To probe the relationship between age-related changes in chromatin accessibility and transcription, we plotted the transcript numbers for naïve T cells of all genes with differentially accessible regulatory regions identified by GREAT as described in Figure 2C. As shown in Figure 4C, about half of the differentially accessible genes were also differentially transcribed (clusters 3 and 4), while the other half only had an age-associated effect on the accessibility to gene-regulatory regions, but not on the transcriptome itself (clusters 1 and 2). One possible explanation is that these latter genes are differentially poised and will differ in their transcriptomes after activation. Interestingly, the differentially accessible and differentially transcribed genes had the same patterns in CD4 and CD8 T cells (Cluster 3 and 4).

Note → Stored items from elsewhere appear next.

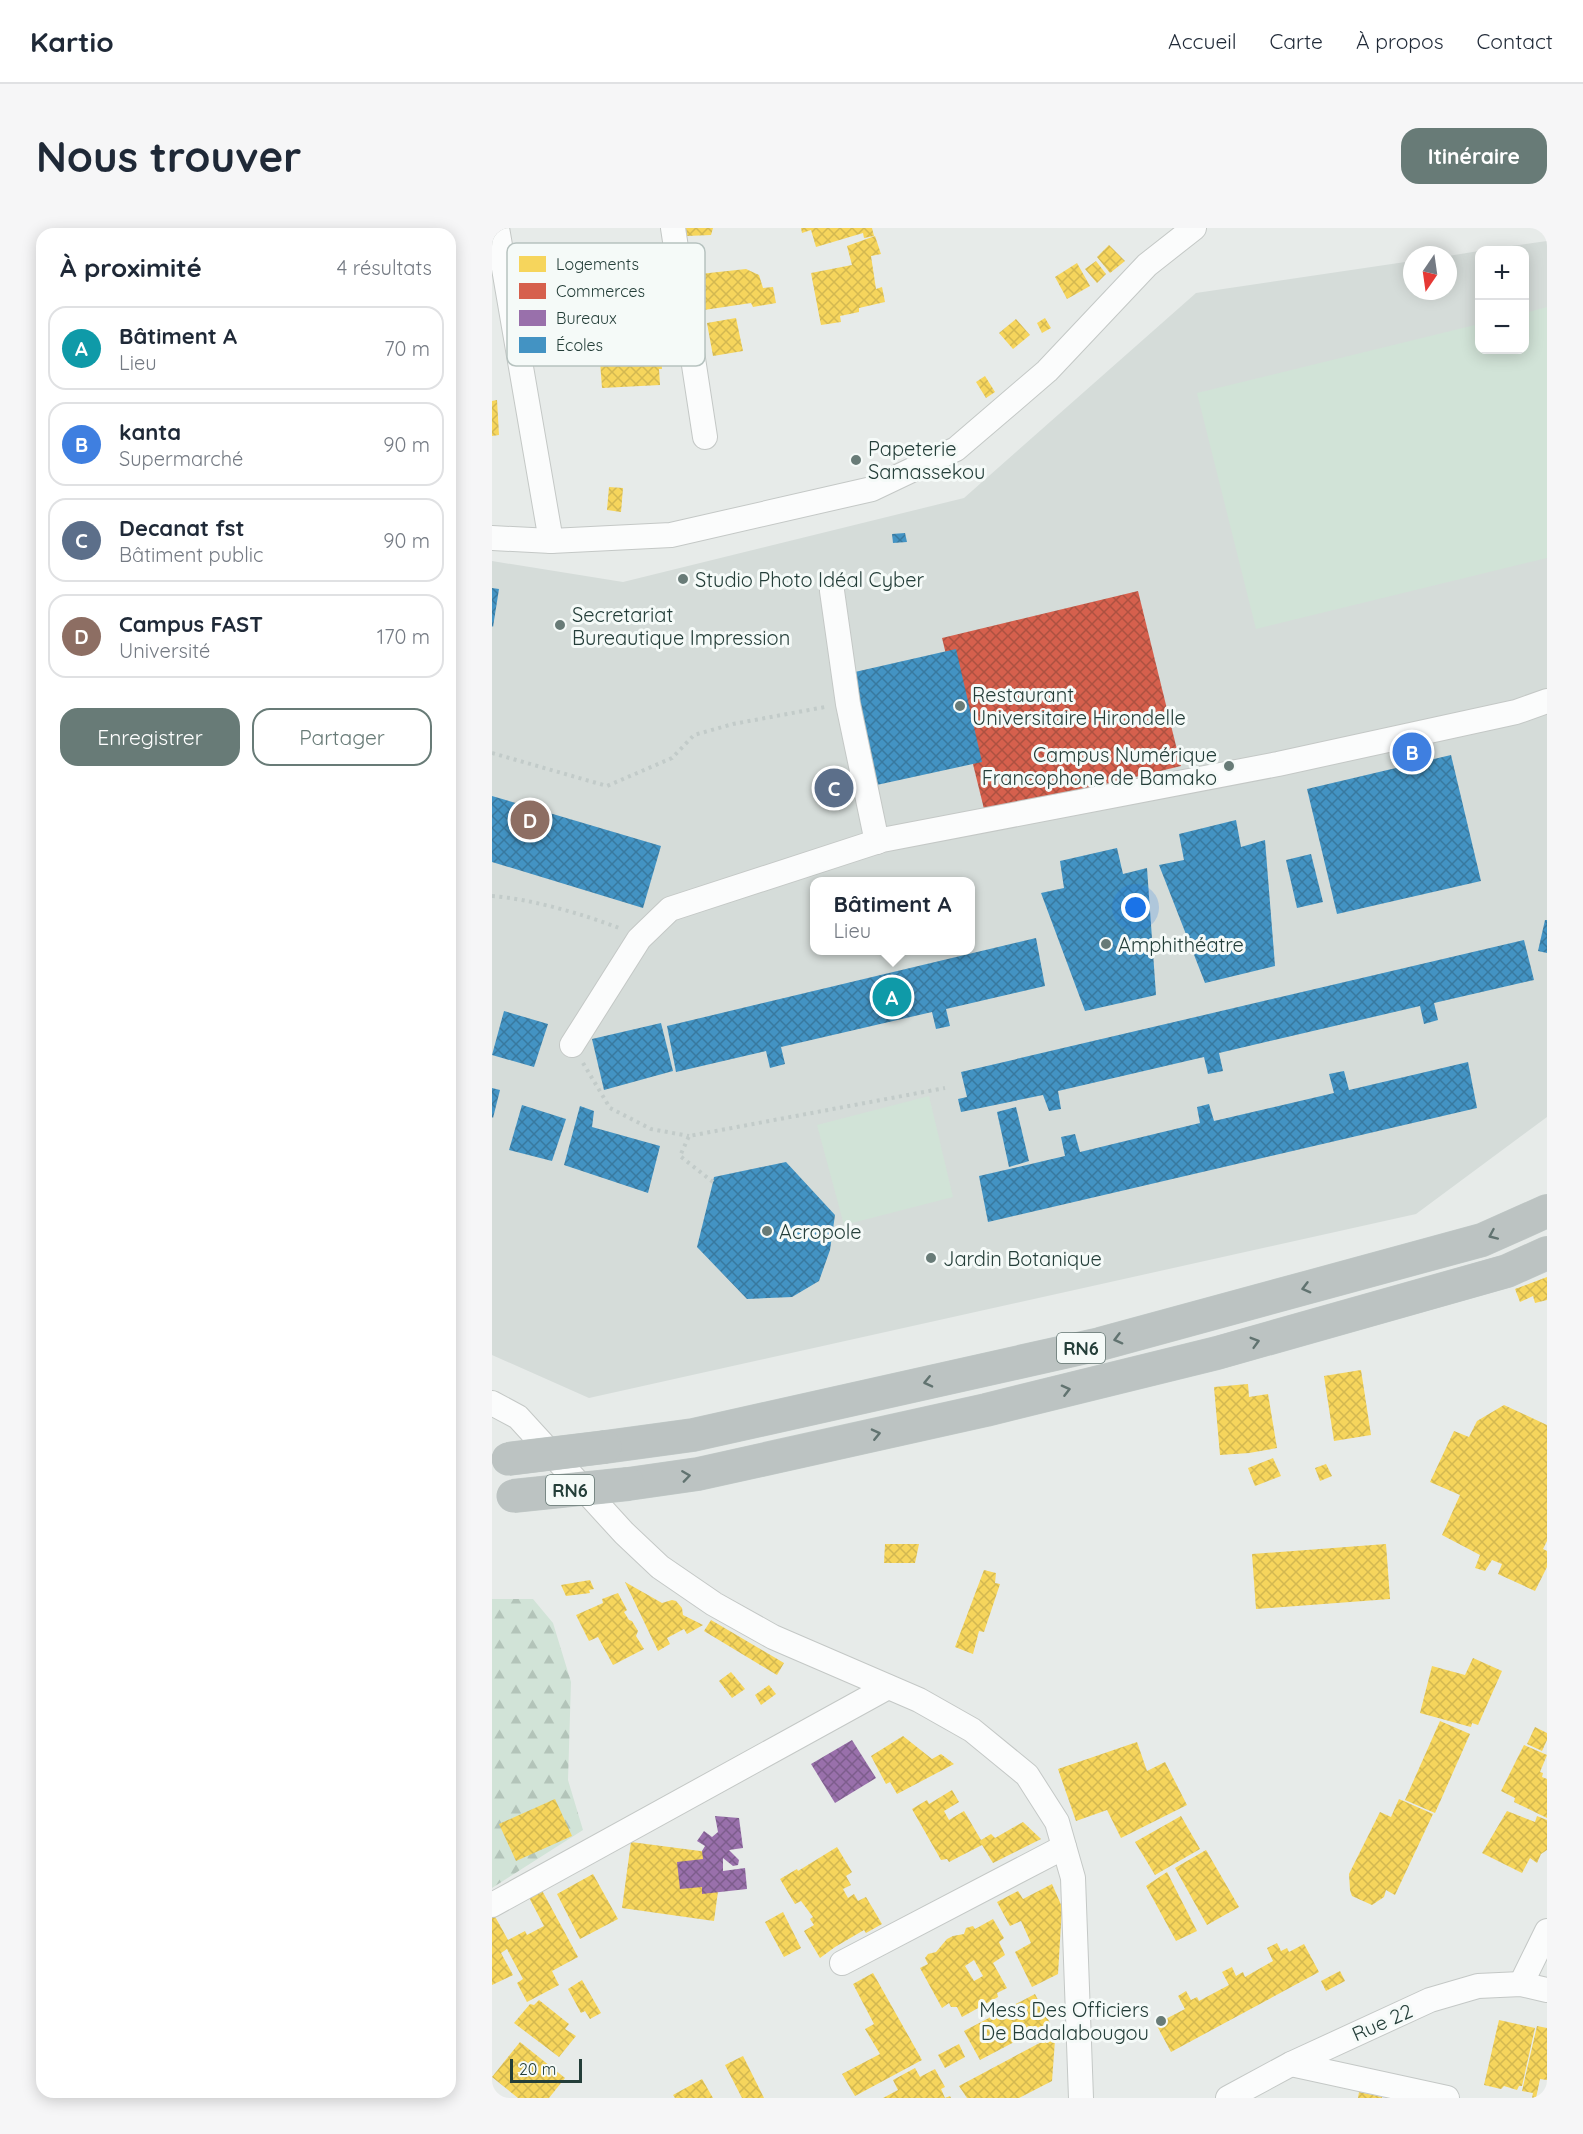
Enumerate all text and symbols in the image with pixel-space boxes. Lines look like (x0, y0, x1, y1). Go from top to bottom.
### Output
text: Kartio (30, 24, 114, 59)
text: Accueil (1168, 28, 1237, 54)
text: Carte (1270, 28, 1323, 54)
text: À propos (1356, 28, 1444, 54)
text: Contact (1477, 28, 1553, 54)
button: Itinéraire (1401, 128, 1547, 184)
text: Nous trouver (36, 130, 301, 183)
legend (507, 243, 705, 366)
north arrow (1403, 246, 1457, 300)
map controls (1475, 246, 1529, 354)
button: + (1475, 246, 1529, 300)
text: À proximité (60, 251, 202, 284)
text: Logements (556, 254, 639, 274)
text: 4 résultats (337, 255, 432, 280)
text: Commerces (556, 281, 645, 301)
button: − (1475, 300, 1529, 354)
text: Bureaux (556, 308, 617, 328)
text: Bâtiment A (119, 322, 237, 350)
text: Écoles (556, 335, 603, 355)
text: A (75, 336, 88, 361)
text: 70 m (384, 336, 430, 361)
text: Lieu (119, 350, 157, 375)
text: kanta (119, 418, 181, 446)
text: B (75, 432, 88, 457)
text: 90 m (383, 432, 430, 457)
place label: Papeterie Samassekou (868, 436, 986, 484)
text: Supermarché (119, 446, 243, 471)
marker: Papeterie Samassekou (849, 453, 863, 467)
text: Decanat fst (119, 514, 244, 542)
text: C (75, 528, 88, 553)
text: 90 m (383, 528, 430, 553)
text: Bâtiment public (119, 542, 263, 567)
place label: Studio Photo Idéal Cyber (695, 567, 924, 592)
marker: Studio Photo Idéal Cyber (676, 572, 690, 586)
place label: Secretariat Bureautique Impression (572, 602, 790, 650)
text: Campus FAST (119, 610, 263, 638)
marker: Secretariat Bureautique Impression (553, 618, 567, 632)
text: D (74, 624, 89, 649)
text: 170 m (377, 624, 430, 649)
text: Université (119, 638, 210, 663)
place label: Restaurant Universitaire Hirondelle (972, 682, 1186, 730)
marker: Restaurant Universitaire Hirondelle (953, 699, 967, 713)
button: Enregistrer (60, 708, 240, 766)
button: Partager (252, 708, 432, 766)
pin: B (1392, 730, 1432, 774)
place label: Campus Numérique Francophone de Bamako (982, 742, 1217, 790)
marker: Campus Numérique Francophone de Bamako (1222, 759, 1236, 773)
pin: C (814, 766, 854, 810)
pin: D (510, 798, 549, 842)
popup (810, 877, 975, 955)
text: Bâtiment A (833, 890, 952, 918)
your location (1121, 893, 1150, 922)
text: Lieu (833, 918, 871, 943)
place label: Amphithéatre (1118, 932, 1244, 957)
marker: Amphithéatre (1099, 937, 1113, 951)
pin: A (872, 974, 912, 1020)
place label: Acropole (779, 1219, 862, 1244)
marker: Acropole (760, 1224, 774, 1238)
one-way arrow (1489, 1228, 1500, 1240)
place label: Jardin Botanique (943, 1246, 1102, 1271)
marker: Jardin Botanique (924, 1251, 938, 1265)
one-way arrow (1301, 1281, 1312, 1293)
one-way arrow (1113, 1332, 1124, 1344)
road number: RN6 (1057, 1333, 1105, 1363)
one-way arrow (1250, 1337, 1260, 1350)
one-way arrow (923, 1375, 933, 1388)
one-way arrow (1061, 1385, 1071, 1398)
one-way arrow (871, 1429, 881, 1442)
one-way arrow (681, 1471, 690, 1483)
road number: RN6 (546, 1475, 594, 1505)
place label: Mess Des Officiers De Badalabougou (979, 1997, 1149, 2045)
street label: Rue 22 (1348, 1998, 1416, 2046)
marker: Mess Des Officiers De Badalabougou (1154, 2014, 1168, 2028)
scale bar (510, 2056, 582, 2084)
text: 20 m (519, 2059, 556, 2079)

In contrast, the genes with only age-associated differential accessibility showed a lineage specific patter, being either transcribed in CD4 (cluster 1) or CD8 T cells (cluster 2). Pathway analysis did not show any enrichment for the differentially transcribed genes from clusters 3 and 4. In contrast, several pathways were identified for genes that were differentially accessible with age, but transcribed in a lineage-specific pattern (Figure 4D). Adjusted p-values were in general modest, and pathways were more related to basic cell biological function than T cell biology.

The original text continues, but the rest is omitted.